- _Aim of the task_: Your answer should be only the lines below from the one with "font-size:13px; font-style:normal; color:var(--muted)" to the one with "fill:none; stroke-linecap:round; stroke-linejoin:round", repeated exactly, ends included.

Collected data entries
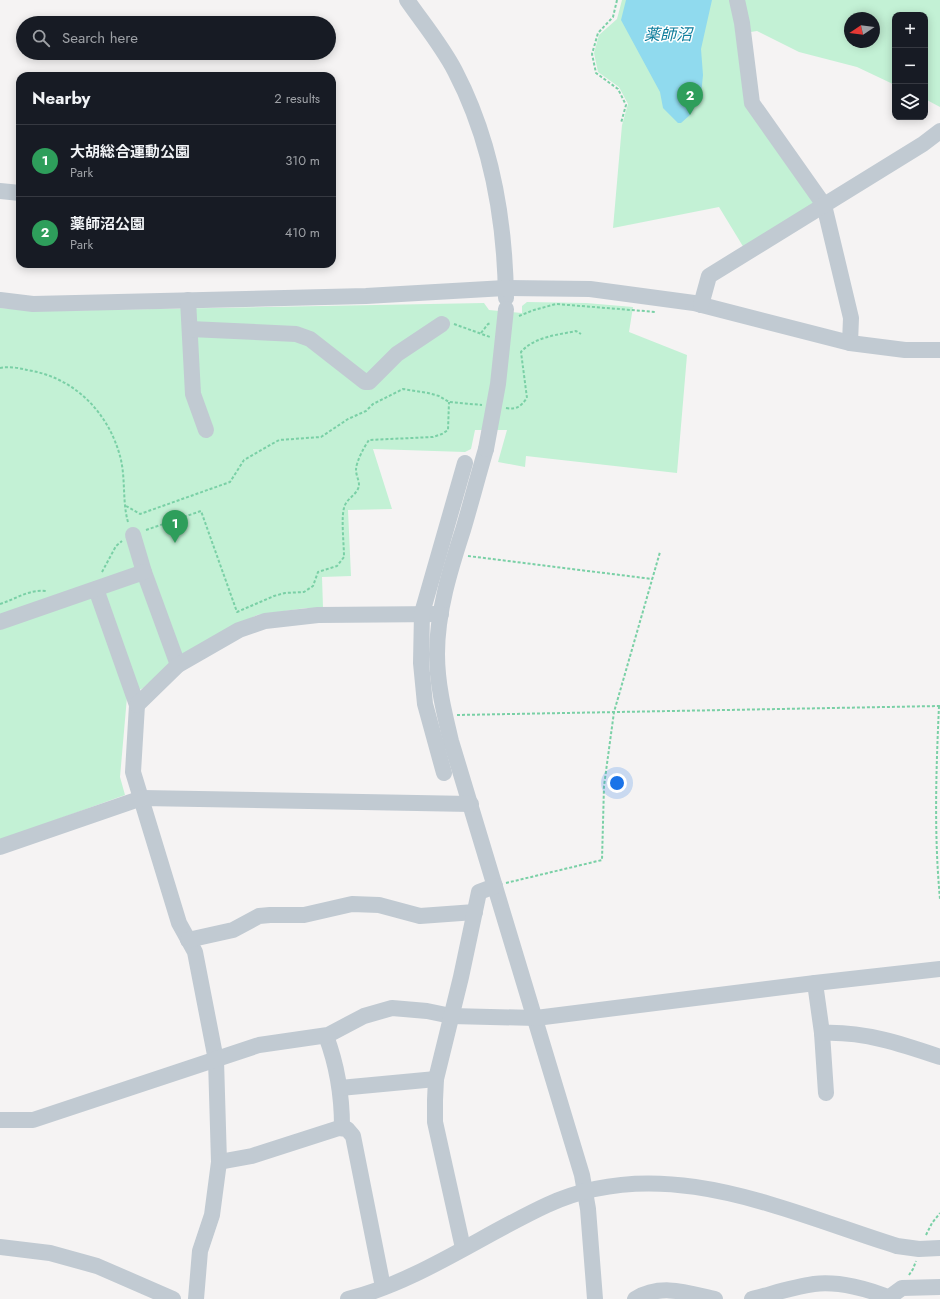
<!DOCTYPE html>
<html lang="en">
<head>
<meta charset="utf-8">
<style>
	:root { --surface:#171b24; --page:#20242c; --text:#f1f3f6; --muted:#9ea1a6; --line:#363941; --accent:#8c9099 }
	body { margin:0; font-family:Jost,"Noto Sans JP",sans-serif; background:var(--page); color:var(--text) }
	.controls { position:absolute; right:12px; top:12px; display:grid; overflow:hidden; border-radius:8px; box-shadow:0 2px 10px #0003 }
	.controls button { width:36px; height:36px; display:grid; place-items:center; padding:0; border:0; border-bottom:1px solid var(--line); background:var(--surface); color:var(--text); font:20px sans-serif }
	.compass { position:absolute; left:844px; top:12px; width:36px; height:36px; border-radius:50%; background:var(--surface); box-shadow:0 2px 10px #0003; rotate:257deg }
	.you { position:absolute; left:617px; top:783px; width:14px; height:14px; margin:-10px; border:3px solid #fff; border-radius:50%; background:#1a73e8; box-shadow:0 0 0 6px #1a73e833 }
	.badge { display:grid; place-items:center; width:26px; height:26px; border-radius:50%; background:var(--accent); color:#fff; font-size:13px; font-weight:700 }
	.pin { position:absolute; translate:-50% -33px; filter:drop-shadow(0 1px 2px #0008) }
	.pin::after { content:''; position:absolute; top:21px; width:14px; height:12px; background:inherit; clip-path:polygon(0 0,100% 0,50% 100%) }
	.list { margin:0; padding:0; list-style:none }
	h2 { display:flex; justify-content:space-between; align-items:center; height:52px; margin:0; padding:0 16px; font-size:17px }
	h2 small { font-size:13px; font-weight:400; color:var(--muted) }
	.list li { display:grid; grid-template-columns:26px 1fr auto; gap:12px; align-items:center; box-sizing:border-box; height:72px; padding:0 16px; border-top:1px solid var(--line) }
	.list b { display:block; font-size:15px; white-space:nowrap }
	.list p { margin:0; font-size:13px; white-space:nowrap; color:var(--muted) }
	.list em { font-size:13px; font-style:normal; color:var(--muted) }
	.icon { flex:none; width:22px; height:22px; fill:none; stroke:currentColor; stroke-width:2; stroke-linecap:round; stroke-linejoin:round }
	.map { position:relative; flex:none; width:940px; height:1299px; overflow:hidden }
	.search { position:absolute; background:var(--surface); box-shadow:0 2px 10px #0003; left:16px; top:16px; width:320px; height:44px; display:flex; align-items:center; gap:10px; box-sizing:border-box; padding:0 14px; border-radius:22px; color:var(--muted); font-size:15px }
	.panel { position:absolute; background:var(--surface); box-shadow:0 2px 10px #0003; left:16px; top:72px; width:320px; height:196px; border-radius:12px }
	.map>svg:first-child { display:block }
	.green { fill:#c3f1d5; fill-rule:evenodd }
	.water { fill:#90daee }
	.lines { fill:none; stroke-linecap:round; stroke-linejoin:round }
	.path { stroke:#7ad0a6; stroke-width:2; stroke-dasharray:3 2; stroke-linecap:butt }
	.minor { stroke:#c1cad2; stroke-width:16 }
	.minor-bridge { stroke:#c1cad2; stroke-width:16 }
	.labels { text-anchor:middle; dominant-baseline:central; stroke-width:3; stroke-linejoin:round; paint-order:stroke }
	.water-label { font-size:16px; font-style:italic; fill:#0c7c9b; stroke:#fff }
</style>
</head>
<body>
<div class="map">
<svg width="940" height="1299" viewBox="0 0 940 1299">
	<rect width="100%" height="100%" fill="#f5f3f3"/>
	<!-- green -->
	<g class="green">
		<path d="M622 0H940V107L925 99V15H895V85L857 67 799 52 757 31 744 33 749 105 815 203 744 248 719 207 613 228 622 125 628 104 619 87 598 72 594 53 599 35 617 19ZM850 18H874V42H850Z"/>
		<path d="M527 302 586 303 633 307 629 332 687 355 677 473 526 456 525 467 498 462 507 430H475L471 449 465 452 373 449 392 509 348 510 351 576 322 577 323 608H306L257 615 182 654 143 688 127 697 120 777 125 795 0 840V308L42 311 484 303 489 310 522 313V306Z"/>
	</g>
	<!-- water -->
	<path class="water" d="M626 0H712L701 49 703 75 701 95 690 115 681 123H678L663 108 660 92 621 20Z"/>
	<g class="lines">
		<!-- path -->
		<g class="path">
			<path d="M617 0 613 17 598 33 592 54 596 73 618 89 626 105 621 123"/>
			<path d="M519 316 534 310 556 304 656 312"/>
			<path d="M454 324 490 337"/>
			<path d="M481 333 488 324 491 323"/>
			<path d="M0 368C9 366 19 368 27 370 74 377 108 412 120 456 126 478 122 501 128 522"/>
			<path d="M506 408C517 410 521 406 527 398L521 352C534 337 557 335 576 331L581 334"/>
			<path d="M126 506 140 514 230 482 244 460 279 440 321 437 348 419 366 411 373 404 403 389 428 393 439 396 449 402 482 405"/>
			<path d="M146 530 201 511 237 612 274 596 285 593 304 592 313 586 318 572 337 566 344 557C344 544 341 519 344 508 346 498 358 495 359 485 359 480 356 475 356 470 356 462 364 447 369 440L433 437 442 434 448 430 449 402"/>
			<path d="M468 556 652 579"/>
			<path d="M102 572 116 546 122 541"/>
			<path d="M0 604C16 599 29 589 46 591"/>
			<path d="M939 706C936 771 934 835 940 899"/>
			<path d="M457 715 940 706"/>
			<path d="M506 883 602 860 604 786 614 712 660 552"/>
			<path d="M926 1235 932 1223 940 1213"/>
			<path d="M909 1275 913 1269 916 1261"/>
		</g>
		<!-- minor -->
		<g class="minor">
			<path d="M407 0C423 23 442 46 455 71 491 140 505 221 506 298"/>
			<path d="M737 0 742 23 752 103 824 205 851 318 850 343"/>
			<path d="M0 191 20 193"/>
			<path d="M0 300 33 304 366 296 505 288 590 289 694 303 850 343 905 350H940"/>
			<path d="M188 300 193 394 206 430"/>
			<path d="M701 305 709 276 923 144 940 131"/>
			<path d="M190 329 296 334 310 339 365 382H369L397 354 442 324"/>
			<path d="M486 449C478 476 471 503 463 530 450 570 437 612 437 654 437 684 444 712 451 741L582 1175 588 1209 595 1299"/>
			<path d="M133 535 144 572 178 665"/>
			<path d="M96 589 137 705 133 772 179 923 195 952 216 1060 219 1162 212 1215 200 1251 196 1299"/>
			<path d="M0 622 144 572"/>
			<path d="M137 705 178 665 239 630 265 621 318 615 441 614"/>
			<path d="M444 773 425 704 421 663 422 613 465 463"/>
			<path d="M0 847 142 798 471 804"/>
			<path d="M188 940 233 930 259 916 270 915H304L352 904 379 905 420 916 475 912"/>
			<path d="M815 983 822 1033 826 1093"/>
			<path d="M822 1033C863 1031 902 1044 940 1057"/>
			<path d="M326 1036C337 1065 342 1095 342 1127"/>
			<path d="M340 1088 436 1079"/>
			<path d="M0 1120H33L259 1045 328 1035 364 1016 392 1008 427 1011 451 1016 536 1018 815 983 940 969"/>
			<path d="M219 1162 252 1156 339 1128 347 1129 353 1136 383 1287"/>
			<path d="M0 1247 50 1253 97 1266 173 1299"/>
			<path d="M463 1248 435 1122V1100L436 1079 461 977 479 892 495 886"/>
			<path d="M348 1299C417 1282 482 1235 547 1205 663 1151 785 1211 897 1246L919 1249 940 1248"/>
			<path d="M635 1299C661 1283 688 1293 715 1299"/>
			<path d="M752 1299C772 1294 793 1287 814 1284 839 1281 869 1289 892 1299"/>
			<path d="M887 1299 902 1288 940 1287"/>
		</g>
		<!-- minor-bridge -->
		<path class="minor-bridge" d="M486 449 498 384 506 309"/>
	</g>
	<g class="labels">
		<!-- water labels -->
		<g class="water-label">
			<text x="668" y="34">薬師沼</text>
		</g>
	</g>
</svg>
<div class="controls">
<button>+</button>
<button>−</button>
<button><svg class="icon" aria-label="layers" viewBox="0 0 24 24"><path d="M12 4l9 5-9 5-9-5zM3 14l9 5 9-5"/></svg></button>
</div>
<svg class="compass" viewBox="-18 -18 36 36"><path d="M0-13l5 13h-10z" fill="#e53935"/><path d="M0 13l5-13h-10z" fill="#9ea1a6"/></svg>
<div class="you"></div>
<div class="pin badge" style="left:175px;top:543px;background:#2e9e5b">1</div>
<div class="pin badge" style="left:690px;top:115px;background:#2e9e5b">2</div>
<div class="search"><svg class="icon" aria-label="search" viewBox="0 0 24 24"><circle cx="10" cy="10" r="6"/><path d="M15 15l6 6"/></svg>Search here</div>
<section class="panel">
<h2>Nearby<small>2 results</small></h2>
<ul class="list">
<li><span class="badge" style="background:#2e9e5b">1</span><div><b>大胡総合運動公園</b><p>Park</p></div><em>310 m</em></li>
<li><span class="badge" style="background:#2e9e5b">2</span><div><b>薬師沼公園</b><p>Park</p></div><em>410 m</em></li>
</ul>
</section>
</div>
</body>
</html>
* * *
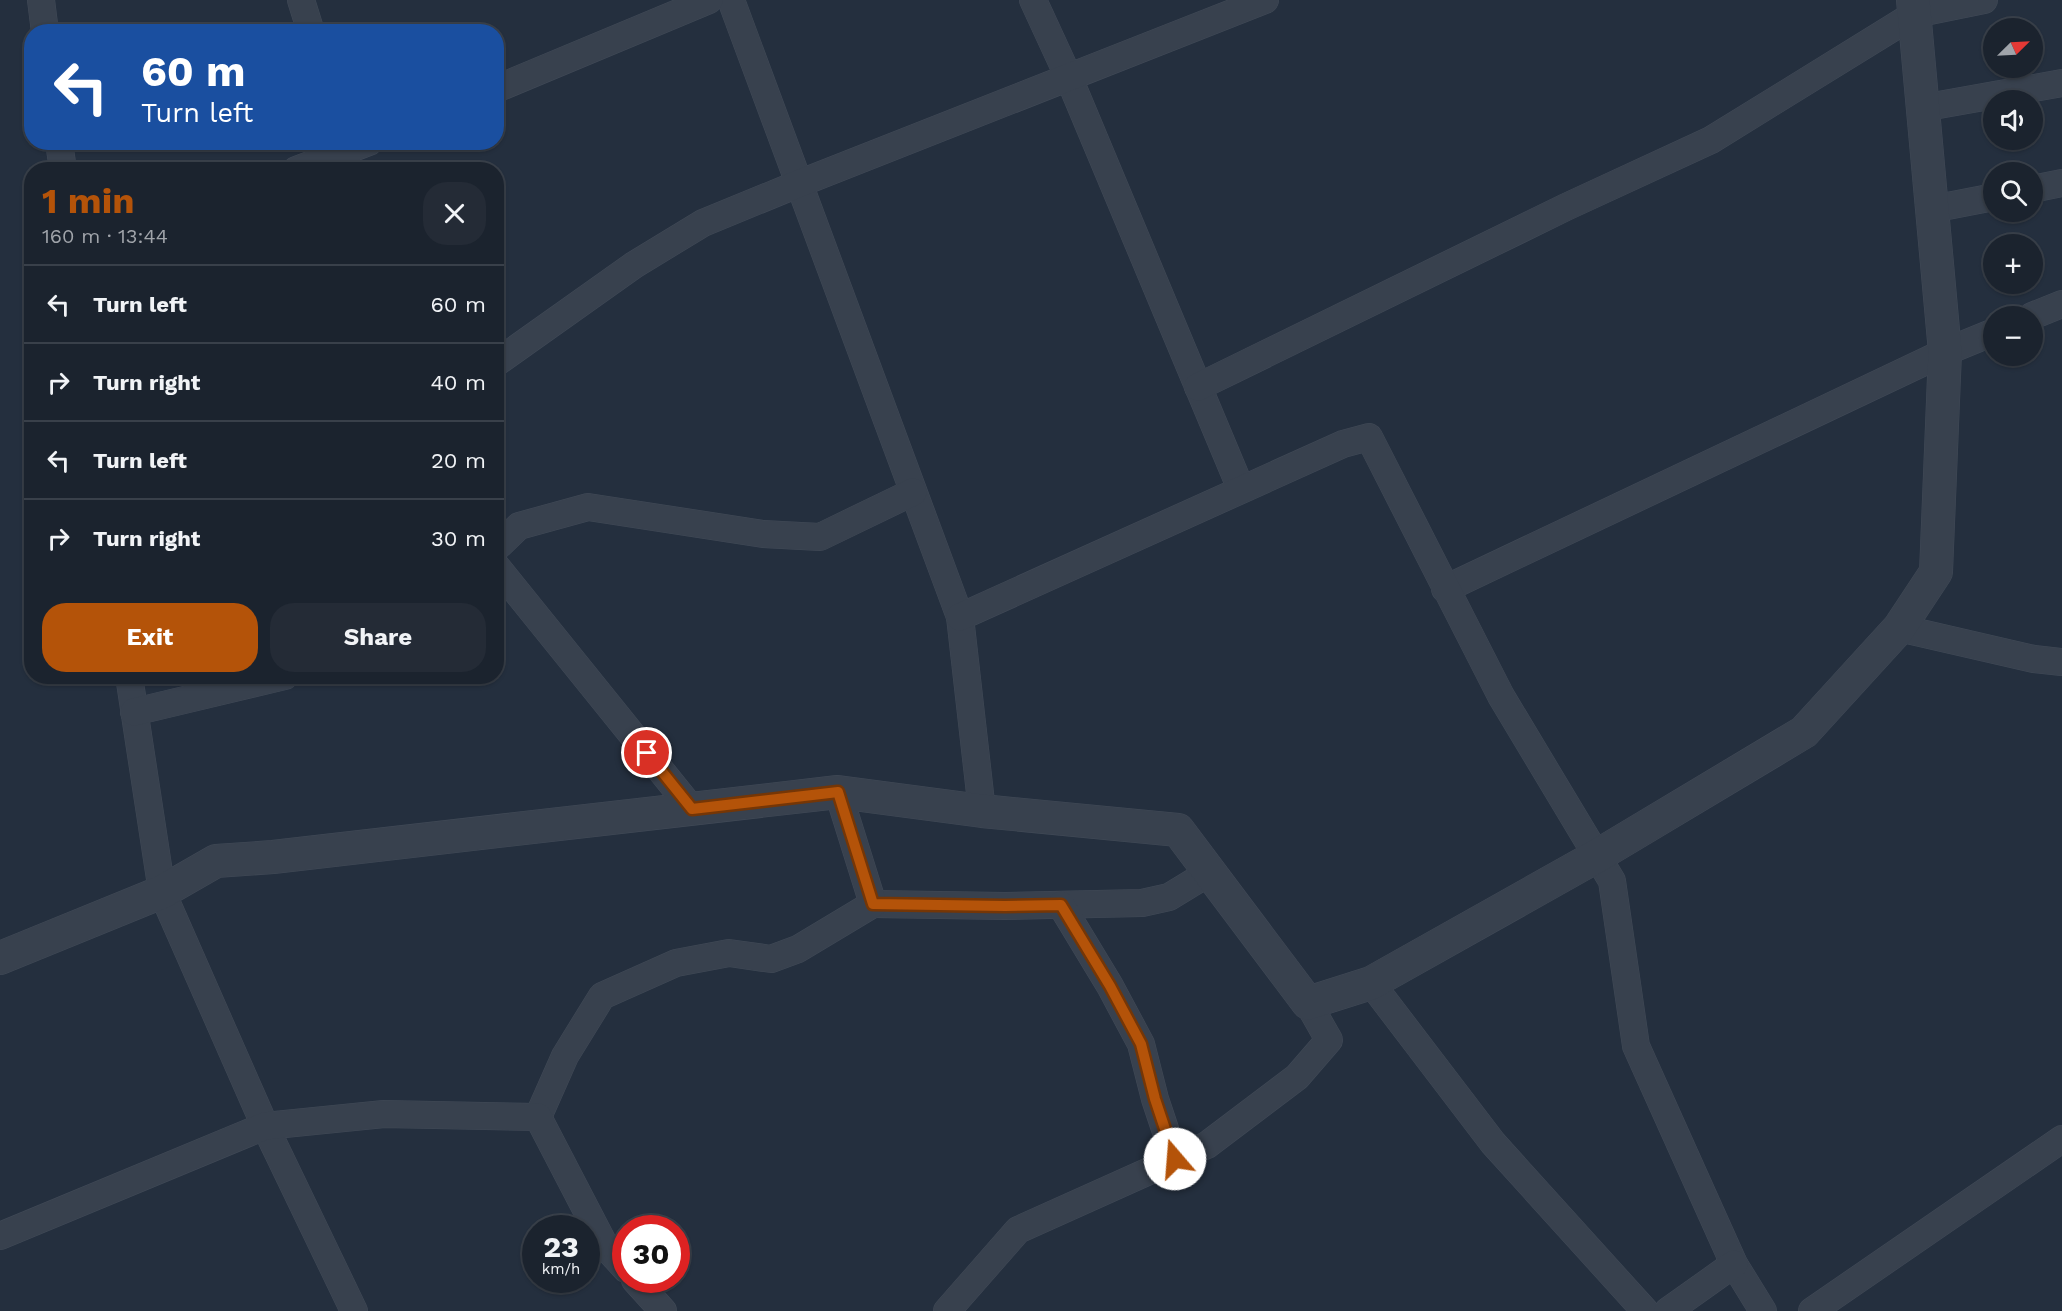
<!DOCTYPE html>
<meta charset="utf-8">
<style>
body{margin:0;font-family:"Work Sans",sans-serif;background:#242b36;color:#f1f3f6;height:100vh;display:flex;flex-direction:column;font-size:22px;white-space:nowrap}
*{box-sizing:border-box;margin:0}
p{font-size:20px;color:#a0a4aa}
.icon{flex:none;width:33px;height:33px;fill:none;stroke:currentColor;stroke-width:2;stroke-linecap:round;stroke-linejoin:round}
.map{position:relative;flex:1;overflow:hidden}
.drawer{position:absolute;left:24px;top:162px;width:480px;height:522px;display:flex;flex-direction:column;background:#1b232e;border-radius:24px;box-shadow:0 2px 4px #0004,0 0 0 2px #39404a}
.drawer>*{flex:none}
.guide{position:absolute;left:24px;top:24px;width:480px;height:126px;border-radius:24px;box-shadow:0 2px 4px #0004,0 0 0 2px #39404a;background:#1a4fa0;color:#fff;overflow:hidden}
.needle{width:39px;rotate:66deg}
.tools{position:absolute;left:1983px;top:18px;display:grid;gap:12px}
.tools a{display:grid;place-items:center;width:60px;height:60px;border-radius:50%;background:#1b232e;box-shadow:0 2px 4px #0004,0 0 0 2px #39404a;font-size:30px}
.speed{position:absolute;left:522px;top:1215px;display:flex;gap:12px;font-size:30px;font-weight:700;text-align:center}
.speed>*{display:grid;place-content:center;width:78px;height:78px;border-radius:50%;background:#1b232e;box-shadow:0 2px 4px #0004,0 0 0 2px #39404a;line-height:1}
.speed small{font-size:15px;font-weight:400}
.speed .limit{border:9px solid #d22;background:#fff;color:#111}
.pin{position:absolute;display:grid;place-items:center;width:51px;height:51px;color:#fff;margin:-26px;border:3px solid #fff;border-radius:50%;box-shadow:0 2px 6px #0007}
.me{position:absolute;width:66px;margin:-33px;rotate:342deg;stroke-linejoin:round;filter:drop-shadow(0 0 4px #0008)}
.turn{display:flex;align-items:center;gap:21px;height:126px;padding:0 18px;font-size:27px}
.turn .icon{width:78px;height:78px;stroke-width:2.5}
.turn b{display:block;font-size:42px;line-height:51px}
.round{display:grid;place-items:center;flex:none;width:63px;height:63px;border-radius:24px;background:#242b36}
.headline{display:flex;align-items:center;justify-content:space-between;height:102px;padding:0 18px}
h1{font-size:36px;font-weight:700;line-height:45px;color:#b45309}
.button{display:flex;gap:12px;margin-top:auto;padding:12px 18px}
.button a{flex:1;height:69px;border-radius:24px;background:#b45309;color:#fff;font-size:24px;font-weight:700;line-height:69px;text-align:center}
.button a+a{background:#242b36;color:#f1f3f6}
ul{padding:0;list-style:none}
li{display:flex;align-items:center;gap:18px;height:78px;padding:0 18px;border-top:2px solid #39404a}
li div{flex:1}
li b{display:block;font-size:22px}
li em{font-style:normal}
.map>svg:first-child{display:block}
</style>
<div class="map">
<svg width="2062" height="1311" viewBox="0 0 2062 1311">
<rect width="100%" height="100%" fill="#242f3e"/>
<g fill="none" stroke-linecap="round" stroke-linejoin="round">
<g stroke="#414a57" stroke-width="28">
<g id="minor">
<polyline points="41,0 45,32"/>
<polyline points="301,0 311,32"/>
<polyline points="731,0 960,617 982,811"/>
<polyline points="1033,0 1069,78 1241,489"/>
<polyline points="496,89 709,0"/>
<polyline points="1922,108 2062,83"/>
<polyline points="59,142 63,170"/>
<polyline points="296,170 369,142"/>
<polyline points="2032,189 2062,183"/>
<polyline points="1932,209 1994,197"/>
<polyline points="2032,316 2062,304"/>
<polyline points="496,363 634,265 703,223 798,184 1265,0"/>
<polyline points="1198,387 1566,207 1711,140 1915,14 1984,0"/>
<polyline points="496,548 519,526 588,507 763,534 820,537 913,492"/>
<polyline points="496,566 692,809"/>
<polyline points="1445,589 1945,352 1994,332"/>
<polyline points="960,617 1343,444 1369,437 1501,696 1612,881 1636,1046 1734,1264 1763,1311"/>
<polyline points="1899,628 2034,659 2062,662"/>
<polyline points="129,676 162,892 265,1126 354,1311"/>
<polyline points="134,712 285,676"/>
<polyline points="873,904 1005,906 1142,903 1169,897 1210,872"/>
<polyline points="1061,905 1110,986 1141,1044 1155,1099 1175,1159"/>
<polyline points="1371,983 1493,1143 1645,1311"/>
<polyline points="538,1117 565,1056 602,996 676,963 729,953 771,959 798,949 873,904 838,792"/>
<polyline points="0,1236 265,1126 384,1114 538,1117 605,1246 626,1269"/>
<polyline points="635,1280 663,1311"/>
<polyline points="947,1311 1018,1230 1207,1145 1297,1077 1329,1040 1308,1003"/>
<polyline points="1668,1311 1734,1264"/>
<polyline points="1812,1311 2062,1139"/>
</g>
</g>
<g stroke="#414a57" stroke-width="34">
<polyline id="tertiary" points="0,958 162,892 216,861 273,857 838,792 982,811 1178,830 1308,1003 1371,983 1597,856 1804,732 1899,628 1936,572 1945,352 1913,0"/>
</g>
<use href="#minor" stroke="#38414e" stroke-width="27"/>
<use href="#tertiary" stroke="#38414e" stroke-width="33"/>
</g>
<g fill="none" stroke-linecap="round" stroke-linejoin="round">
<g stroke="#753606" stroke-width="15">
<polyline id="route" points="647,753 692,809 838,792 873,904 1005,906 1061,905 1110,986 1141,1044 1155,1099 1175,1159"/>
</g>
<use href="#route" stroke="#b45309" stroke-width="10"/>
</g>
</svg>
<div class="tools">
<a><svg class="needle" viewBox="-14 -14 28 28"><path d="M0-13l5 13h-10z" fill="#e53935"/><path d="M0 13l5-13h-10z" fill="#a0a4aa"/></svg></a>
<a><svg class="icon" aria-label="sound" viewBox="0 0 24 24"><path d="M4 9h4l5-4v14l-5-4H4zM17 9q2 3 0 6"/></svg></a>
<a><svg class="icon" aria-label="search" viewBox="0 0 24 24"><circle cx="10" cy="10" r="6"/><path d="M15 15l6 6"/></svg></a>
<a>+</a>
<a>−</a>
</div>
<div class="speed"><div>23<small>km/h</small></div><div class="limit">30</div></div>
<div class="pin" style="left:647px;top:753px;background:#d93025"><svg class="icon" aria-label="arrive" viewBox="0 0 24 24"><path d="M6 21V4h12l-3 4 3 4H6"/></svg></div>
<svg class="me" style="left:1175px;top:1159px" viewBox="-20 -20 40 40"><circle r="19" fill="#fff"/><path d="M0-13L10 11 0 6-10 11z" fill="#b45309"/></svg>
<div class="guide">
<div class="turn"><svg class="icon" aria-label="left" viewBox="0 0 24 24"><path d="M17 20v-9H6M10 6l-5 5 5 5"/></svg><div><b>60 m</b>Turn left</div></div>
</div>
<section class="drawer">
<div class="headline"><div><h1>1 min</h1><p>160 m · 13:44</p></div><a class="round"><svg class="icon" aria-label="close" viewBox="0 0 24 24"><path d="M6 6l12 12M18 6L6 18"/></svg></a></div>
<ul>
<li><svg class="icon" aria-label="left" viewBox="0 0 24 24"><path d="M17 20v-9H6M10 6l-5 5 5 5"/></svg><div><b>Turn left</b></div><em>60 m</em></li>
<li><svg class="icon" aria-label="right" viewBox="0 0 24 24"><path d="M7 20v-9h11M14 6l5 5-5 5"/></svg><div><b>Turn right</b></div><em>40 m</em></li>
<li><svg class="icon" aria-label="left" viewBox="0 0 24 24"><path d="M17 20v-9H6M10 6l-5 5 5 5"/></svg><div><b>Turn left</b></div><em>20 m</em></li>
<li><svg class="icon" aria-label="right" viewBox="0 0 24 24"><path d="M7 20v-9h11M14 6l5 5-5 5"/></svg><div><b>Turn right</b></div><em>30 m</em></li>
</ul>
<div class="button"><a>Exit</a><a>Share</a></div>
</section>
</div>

- _Result_:
	.list em { font-size:13px; font-style:normal; color:var(--muted) }
	.icon { flex:none; width:22px; height:22px; fill:none; stroke:currentColor; stroke-width:2; stroke-linecap:round; stroke-linejoin:round }
	.map { position:relative; flex:none; width:940px; height:1299px; overflow:hidden }
	.search { position:absolute; background:var(--surface); box-shadow:0 2px 10px #0003; left:16px; top:16px; width:320px; height:44px; display:flex; align-items:center; gap:10px; box-sizing:border-box; padding:0 14px; border-radius:22px; color:var(--muted); font-size:15px }
	.panel { position:absolute; background:var(--surface); box-shadow:0 2px 10px #0003; left:16px; top:72px; width:320px; height:196px; border-radius:12px }
	.map>svg:first-child { display:block }
	.green { fill:#c3f1d5; fill-rule:evenodd }
	.water { fill:#90daee }
	.lines { fill:none; stroke-linecap:round; stroke-linejoin:round }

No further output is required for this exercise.